Exercise brief:
Searching the material below, find each line that includes the word "overflow", and copy it.
[[ Input open ]]
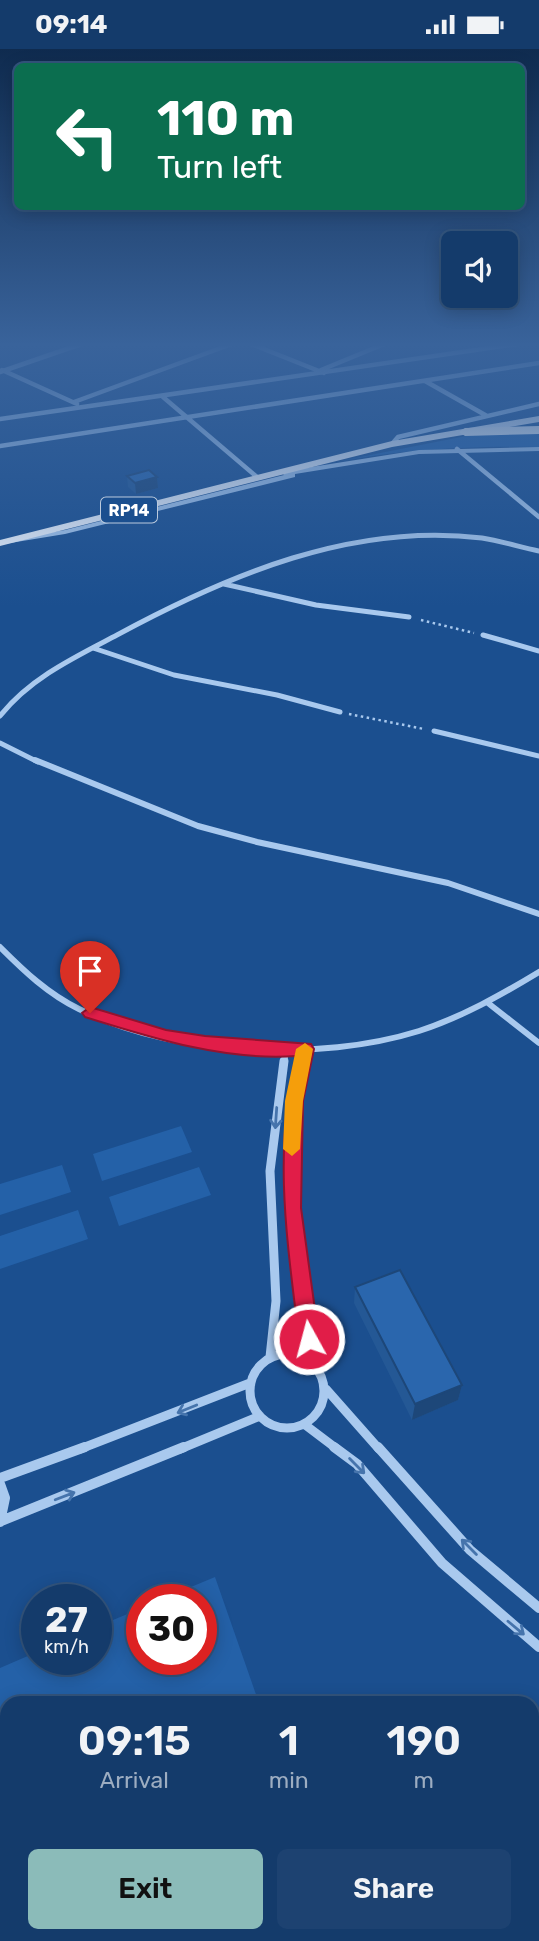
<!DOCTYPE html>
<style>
:root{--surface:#143b6b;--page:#1d4271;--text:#f1f3f6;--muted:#9dadc1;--line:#33557e;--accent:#8bbbb9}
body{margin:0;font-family:Rubik,sans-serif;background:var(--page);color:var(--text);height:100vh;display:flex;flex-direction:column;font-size:26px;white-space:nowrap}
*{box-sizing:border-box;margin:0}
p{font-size:23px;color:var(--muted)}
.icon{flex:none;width:38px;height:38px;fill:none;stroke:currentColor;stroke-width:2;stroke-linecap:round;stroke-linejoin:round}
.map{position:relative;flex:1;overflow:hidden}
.drawer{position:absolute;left:0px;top:1647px;width:539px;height:247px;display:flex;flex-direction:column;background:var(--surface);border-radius:21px 21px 0 0;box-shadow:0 4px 18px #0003,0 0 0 2px var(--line)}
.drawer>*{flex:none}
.hud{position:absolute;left:14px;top:14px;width:511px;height:147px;border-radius:10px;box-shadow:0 4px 18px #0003,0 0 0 2px var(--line);background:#0b6e4f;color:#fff;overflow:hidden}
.buttons{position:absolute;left:441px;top:182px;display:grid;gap:14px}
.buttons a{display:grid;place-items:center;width:77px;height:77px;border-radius:10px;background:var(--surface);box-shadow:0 4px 18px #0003,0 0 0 2px var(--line);font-size:35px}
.speed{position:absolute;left:21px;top:1535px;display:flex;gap:14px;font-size:35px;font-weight:700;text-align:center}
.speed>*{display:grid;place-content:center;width:91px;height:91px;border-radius:50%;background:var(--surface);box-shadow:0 4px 18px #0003,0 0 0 2px var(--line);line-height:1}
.speed small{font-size:18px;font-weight:400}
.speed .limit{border:10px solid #d22;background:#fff;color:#111}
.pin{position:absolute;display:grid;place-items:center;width:60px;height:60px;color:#fff;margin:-72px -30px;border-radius:50% 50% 50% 0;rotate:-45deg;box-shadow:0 0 7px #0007}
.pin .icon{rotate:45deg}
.me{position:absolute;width:77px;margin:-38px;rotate:353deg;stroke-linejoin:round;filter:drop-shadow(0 0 5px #0008)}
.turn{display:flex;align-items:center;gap:24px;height:147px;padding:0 28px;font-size:32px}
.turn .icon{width:91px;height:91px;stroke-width:2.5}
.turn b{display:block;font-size:49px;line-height:60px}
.eta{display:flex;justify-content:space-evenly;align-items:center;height:119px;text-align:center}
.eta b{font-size:42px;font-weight:600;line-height:49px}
.cta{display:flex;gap:14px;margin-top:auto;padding:14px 28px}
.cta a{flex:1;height:80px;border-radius:10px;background:var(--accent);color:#111;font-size:28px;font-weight:600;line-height:80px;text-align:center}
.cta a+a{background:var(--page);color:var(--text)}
.status{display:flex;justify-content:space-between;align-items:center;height:49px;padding:0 35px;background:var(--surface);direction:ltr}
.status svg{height:19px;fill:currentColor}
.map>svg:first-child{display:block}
.green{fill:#2461a8}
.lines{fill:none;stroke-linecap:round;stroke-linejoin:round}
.path{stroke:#a9c9ee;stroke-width:2.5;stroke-dasharray:2.5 3.5;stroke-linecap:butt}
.minor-far4{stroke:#a9c9ee;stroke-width:4.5}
.minor-far3{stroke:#a9c9ee;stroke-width:5}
.minor-far2{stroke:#a9c9ee;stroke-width:6}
.minor-far1{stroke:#a9c9ee;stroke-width:9}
.minor{stroke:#a9c9ee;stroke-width:10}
.tertiary{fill:#a9c9ee;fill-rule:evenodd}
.primary{fill:#f0f6ff;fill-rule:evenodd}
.motorway{fill:#fff;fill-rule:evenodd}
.wall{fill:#245895}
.shaded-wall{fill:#1d4779}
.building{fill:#2a66ad;stroke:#1d4779;stroke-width:2}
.oneway{stroke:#4674ac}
.route{fill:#e11d48;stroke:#92132f;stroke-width:2}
.slow{fill:#f59e0b}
.labels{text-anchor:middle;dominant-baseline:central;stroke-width:7;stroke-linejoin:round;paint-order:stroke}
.shield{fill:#1b4f8f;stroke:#bbcadd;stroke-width:2}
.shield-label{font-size:16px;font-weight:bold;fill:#fff}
</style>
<div class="status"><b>09:14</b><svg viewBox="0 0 49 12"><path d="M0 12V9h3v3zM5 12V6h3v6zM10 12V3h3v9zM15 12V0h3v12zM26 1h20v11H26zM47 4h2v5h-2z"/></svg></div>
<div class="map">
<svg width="539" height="1892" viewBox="0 0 539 1892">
<rect width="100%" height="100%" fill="#1b4f8f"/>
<path class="green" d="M539 383V398C458 397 395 401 315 417L476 385Z
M181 1077 192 1103 102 1132 93 1105Z
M62 1116 71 1143 0 1166V1135Z
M199 1118 211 1146 119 1177 109 1148Z
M78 1161 88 1190 0 1220V1187Z
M215 1528 259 1654H7V1746L0 1714V1619L37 1603V1610H96V1578L142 1559V1610H201V1550H162Z
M340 1886 342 1892H38L37 1887Z"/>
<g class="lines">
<path class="path" d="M421 571 474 584
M349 665 424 680"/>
<path class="minor-far4" d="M246 293 324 324
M2 321 77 355
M321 321 389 293
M0 323 87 293
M425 332 487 367
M163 348 257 428
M74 353 237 293
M0 370 517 295
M392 395 398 388 539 355
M0 397 539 314
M457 400 539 468"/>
<path class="minor-far3" d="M224 535 316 556 409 568
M483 586 539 602
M93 599 174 626 277 646 340 663
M0 667C30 629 75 608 117 586 228 526 353 473 482 489 501 492 520 498 539 502
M434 682 539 707
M0 694 38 713"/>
<path class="minor-far2" d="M35 711 198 777 257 793 448 834 539 865
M0 898C24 922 48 945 79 960 174 1007 320 1013 419 982 462 968 501 946 539 923
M488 954 539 994
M284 1014 286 1001
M302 1014 305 1000"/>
<path class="minor-far1" d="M302 1012C281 1113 299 1214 312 1314
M250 1342a37 37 0 1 1 74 0a37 37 0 1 1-74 0Z
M270 1308 276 1252 270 1122 284 1012
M326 1340 379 1400
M304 1375 337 1400
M80 1400 250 1334
M180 1400 260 1367"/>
<path class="minor" d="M334 1398 357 1415 442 1514 539 1598
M378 1398 470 1501 539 1559
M0 1429 85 1398
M0 1435 5 1449 0 1473
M1 1472 184 1398
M532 1713 539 1704
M441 1892 443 1886"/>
<path class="tertiary" d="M539 398V402L419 405 295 425V428L65 485 4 495 0 493 4 491 65 481 284 426 282 424 286 422 419 401Z"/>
<path class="primary" d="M539 367V373L392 398 0 497V491L392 392Z"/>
<path class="motorway" d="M539 377V385L465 387 459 383 465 379Z"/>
</g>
<path class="wall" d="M201 293H221L209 298 201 295Z
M127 427 157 428 158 439 136 445 128 438Z
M355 1238 462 1336 458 1351 412 1371 354 1254Z"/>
<path class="shaded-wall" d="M209 293H221L209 298Z
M157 428 158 439 136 445 135 434Z
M462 1336 458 1351 412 1371 415 1355Z"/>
<path class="building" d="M149 421 157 428 135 434 127 427Z
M400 1221 462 1336 415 1355 355 1238Z"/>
<defs><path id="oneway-shaft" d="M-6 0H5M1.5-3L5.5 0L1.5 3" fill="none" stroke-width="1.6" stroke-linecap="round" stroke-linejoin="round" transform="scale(1.75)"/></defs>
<g class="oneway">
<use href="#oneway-shaft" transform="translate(276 1069) rotate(94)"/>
<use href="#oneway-shaft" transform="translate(187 1360) rotate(158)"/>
<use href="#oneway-shaft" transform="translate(357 1417) rotate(45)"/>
<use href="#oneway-shaft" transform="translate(65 1447) rotate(-21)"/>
<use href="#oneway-shaft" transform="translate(469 1498) rotate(-135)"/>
<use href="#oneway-shaft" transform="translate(516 1579) rotate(40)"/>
</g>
<linearGradient id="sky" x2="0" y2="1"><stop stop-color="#0f2b4f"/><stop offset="0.53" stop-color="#39639b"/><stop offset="1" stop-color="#39639b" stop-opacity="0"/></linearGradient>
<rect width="539" height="558" fill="url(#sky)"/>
<path class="route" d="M90 958 166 981 205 987 311 995 314 1000 303 1052 301 1159 319 1290 316 1296 309 1299 302 1296 299 1290C287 1191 273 1105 296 1007 224 1012 152 989 85 968L82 964Z"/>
<path class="slow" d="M305 994 313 1000 303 1052 300 1100 292 1107 283 1100 285 1052 296 1000Z"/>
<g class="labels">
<rect class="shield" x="101" y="448.5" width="56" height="25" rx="5"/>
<g class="shield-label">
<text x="129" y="461">RP14</text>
</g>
</g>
</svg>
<div class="buttons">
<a><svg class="icon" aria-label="sound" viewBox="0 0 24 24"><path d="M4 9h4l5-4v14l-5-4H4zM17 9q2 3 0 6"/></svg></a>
</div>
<div class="speed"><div>27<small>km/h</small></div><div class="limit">30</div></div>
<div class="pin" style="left:90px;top:964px;background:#d93025"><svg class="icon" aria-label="arrive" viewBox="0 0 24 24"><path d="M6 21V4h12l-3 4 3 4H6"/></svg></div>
<svg class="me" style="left:309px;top:1290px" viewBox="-20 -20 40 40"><circle r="17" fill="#e11d48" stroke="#fff" stroke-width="3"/><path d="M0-11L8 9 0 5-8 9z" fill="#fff"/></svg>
<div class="hud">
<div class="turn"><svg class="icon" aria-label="left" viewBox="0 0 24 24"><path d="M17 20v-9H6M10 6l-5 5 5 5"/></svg><div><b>110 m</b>Turn left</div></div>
</div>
<section class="drawer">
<div class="eta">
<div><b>09:15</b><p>Arrival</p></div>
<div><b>1</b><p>min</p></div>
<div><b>190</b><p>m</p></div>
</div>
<div class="cta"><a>Exit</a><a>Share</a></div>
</section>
</div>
[[ Input closed ]]
Written answer:
.map{position:relative;flex:1;overflow:hidden}
.hud{position:absolute;left:14px;top:14px;width:511px;height:147px;border-radius:10px;box-shadow:0 4px 18px #0003,0 0 0 2px var(--line);background:#0b6e4f;color:#fff;overflow:hidden}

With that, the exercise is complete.